Abstract
While internet privacy is a growing concern, there has been little social scientific work on how cyberstalking intersects with rising rates of domestic violence. New personal and easily accessible surveillance devices and software will change social life, and not always for the better. Feminist activism has a role to play in this space.
A rethinking of the relationship between technology and violence must extend to feminist theorising on digital cultures and the experience of gender, sex and power online. Established cybersafety campaigns tend to locate the problem with the victim rather than the perpetrator, assuming that in cyberspace, as in the physical world, women are responsible for reducing the risk of being attacked (rather than unpacking the power relations that sustain domestic and sexual violence in the first place).
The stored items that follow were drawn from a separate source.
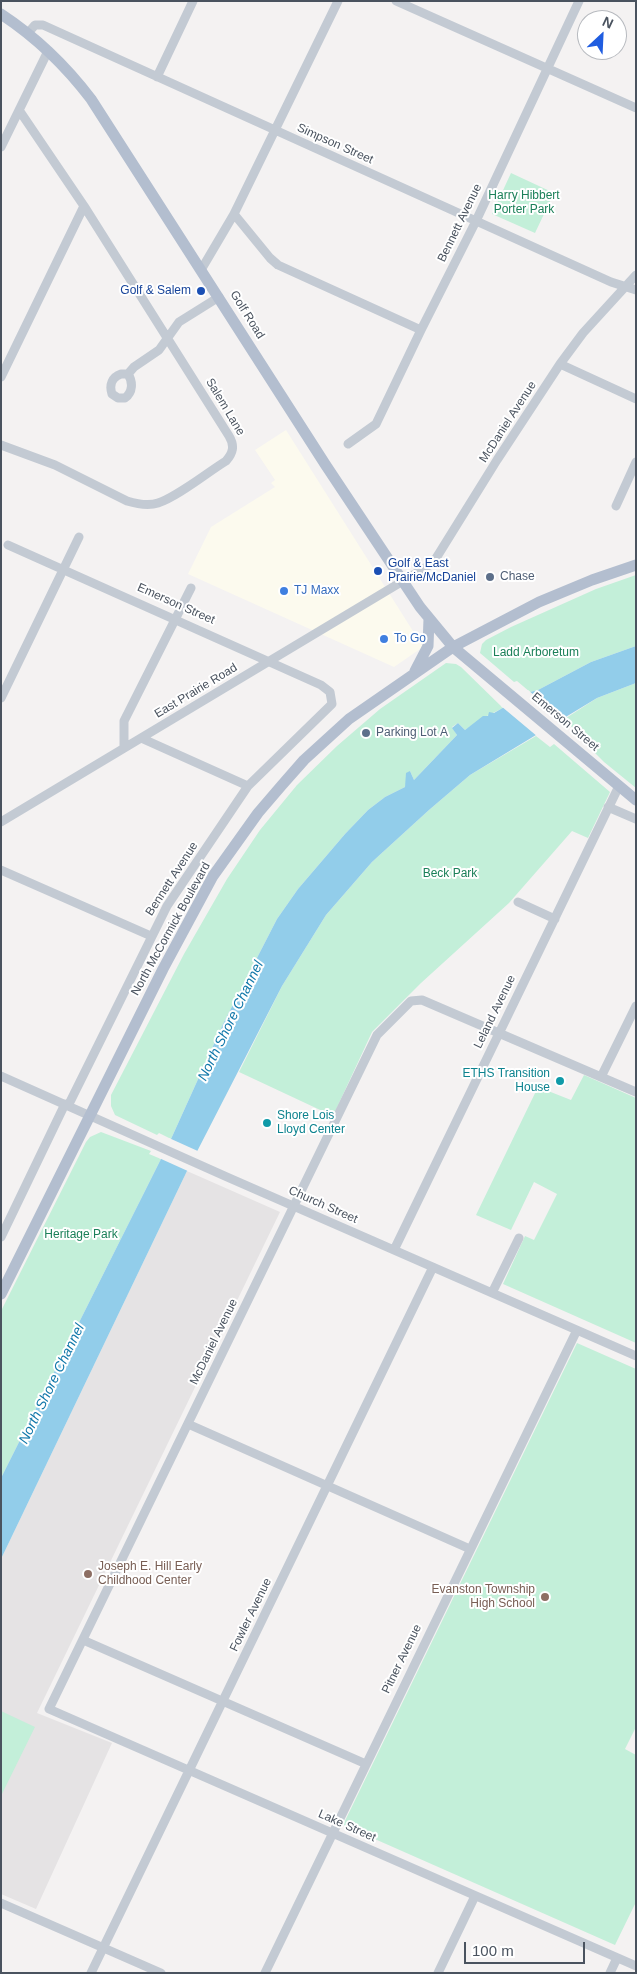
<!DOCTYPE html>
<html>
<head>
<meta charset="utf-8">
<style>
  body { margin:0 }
  #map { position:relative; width:637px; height:1974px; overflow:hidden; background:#f4f2f2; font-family:Helvetica,sans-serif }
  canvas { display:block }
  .frame { position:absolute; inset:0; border:2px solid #4a535f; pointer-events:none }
  .north { position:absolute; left:577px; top:10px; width:50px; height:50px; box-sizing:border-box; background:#fff; border:1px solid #b7babf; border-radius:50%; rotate:25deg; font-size:14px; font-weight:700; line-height:20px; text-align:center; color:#4a535f }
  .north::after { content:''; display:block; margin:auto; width:18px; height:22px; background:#205de0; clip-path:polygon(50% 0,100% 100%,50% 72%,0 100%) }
  .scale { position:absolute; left:464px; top:1942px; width:121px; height:22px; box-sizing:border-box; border:2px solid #4a535f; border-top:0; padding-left:6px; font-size:15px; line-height:18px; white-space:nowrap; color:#4a535f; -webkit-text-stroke:4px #fff; paint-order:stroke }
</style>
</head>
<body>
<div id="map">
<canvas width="637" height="1974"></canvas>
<div class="frame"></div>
<div class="north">N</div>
<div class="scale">100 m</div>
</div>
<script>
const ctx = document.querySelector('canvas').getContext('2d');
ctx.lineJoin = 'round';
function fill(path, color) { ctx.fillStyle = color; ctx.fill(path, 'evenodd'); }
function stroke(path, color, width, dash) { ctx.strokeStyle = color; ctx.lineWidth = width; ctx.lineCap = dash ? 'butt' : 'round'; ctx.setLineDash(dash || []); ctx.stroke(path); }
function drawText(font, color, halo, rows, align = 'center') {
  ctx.font = font + ' Helvetica,sans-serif'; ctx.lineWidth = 4; ctx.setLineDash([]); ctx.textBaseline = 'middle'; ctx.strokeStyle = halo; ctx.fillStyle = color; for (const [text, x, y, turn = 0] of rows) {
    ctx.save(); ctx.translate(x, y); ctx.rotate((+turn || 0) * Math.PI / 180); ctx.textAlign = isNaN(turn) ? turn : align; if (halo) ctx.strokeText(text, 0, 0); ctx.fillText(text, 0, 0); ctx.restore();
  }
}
const commercial = new Path2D(`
  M286,430L423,647L394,667L188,574L211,527L275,487L271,483L275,480L255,450Z`);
const education = new Path2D(`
  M187,1171L280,1212L37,1713L112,1743L36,1909L1,1894V1559Z`);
const green = new Path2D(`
  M511,173L554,193L535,233L492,214Z
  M636,575V646L591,662L538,690L530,692L517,681L514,682L480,653L482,644L486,640L511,627L596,589Z
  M446,663L456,664L461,667L503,708L483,718L465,730L458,723L452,727L457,735L414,780L410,771L405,787L385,797L368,810L345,834L298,889L277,919L223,1024L171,1139L159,1133L157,1135L115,1115L111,1106V1095L184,954L227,879L260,830L297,785L337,746L380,709Z
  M636,683V788L604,762L574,732L577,731L563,720L597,698Z
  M536,736L550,747L554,744L610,792L588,838L572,831L509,903L421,983L372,1032L333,1116L239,1072L282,986L326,915L372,862L429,810L470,775Z
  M584,1075L636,1098V1343L503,1284L525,1236L534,1240L557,1194L534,1182L511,1230L476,1215L538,1087L571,1100Z
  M101,1132L151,1151L149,1154L161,1159L1,1478V1311L86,1142L90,1137Z
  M577,1343L636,1369V1727L625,1749L636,1755V1902L615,1945L343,1825Z
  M1,1711L35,1727L1,1796Z`);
const water = new Path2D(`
  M636,646V683L597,698L470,775L429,810L372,862L326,915L282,986L187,1171L1,1559V1478L171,1139L223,1024L277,919L298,889L345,834L368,810L385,797L405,787L406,773L410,771L414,780L457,735L452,728L458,723L465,730L483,716H488L489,712L494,713L530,692L538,690L591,662Z`);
const pier = new Path2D(`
  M528,690L565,721L538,737L501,706Z
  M169,1138L200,1152L190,1172L159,1158Z`);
const minor = new Path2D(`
  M396,1L636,108
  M28,33L35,25H43L611,282L636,290
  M157,77L193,1
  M1,147L48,51
  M234,214L270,258L278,265L421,330
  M201,270L234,214L338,1
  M560,364L636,399
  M121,374H128C133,382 133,392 125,398H118L112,394C109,385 112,377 121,374Z
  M128,374L134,367L159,350L179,322L219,297
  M1,377L84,206
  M348,444L376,424L421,330L476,221L579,1
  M1,445L55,465L127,501C137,504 149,506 158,503C177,497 208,472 226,461C233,453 235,446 229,436L84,206L19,110
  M616,506L636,462
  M8,545L321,685L330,692L332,704L248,786L167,906L68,1106
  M1,698L79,537
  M141,738L248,786
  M124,748V721L191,588
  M608,807L636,819
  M1,822L433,563L497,460L560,364L583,333L636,275
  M1,870L151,936
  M518,902L555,919
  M1,1076L227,1177L636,1356
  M601,1077L636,1006
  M636,1092L422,1000L411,1001L377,1035L49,1709L636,1966
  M1,1237L65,1104
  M394,1250L619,786
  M492,1293L519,1238
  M188,1424L470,1549
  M83,1640L366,1764
  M1,1903L161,1973
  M91,1973L433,1267
  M265,1973L577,1330
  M438,1973L475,1896
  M610,1973L617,1958`);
const major = new Path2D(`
  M1,14C36,37 66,66 91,99L325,464L420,607L453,647L636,800
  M415,671L428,646L429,619
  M1,1294L163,969L213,876L258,813L282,785L304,760L349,719L453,647L539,602L592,580L636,565`);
const markers = [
  [201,291,5,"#1a4fb4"],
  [378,571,5,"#1a4fb4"],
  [490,577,5,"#5c6f8a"],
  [284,591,5,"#3f7fe0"],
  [384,639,5,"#3f7fe0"],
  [366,733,5,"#5c6f8a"],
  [560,1081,5,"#0f9aa8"],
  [267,1123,5,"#0f9aa8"],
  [88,1574,5,"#8d6e63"],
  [545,1597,5,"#8d6e63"]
];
const streetNames = [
  ["Simpson Street",335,144,24],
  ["Bennett Avenue",460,223,-64],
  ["Golf Road",247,315,58],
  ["Salem Lane",225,407,59],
  ["McDaniel Avenue",508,422,-57],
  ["Emerson Street",176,604,24],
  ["East Prairie Road",196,691,-31],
  ["Emerson Street",565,722,40],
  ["Bennett Avenue",172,879,-57],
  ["North McCormick Boulevard",171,929,-61],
  ["Leland Avenue",495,1012,-64],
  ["Church Street",323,1205,24],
  ["McDaniel Avenue",214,1342,-64],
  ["Fowler Avenue",251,1615,-64],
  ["Pitner Avenue",402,1659,-64],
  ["Lake Street",347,1826,24]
];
const parkNames = [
  ["Harry Hibbert",524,196],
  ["Porter Park",524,210],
  ["Ladd Arboretum",536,653],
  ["Beck Park",450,874],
  ["Heritage Park",81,1235]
];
const transitNames = [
  ["Golf & Salem",191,291],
  ["Golf & East",388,564,"left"],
  ["Prairie/McDaniel",388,578,"left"]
];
const serviceNames = [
  ["Chase",500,577],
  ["Parking Lot A",376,733]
];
const shopNames = [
  ["TJ Maxx",294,591],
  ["To Go",394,639]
];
const cultureNames = [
  ["ETHS Transition",550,1074],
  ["House",550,1088],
  ["Shore Lois",277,1116,"left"],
  ["Lloyd Center",277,1130,"left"]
];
const educationNames = [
  ["Joseph E. Hill Early",98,1567],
  ["Childhood Center",98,1581],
  ["Evanston Township",535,1590,"right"],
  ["High School",535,1604,"right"]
];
const waterNames = [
  ["North Shore Channel",231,1021,-64],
  ["North Shore Channel",52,1384,-64]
];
fill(commercial, '#fcfaee');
fill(education, '#e5e3e4');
fill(green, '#c3efd9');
fill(water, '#92cdea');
fill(pier, '#f4f2f2');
stroke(minor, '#c3cad3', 9);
stroke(major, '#b3becf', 11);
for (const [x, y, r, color] of markers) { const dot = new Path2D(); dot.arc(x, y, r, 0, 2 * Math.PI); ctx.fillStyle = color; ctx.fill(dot); stroke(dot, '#fff', 2); }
drawText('12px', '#4a535f', '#fff', streetNames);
drawText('12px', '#1b8059', '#fff', parkNames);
drawText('12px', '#164399', '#fff', transitNames, 'right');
drawText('12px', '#4e5e75', '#fff', serviceNames, 'left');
drawText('12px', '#366cbe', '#fff', shopNames, 'left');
drawText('12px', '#0d838f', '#fff', cultureNames, 'right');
drawText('12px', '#785e54', '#fff', educationNames, 'left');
drawText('italic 14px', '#1178aa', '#fff', waterNames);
</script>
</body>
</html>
A comprehensive understanding of (post)modern technology violence in contemporary social life must include a review of the use and misuse of internet enabled technologies between intimate partners. Effective intervention needs to address these concerns in socio-political contexts and in electronic, as well as physical, spaces. The interconnection between ‘private’ problems and wider political and social structures, can be used to address the systematic nature of domestic nature in contemporary Australian culture. Poststructuralist feminist understandings of the complex and contradictory nature of gender, sex and power in an information society have a lot to offer. Education programs need to move beyond a simplistic ‘skills’ development model, to consider the connections between gender, technology, power and technologies of power in the 21st century.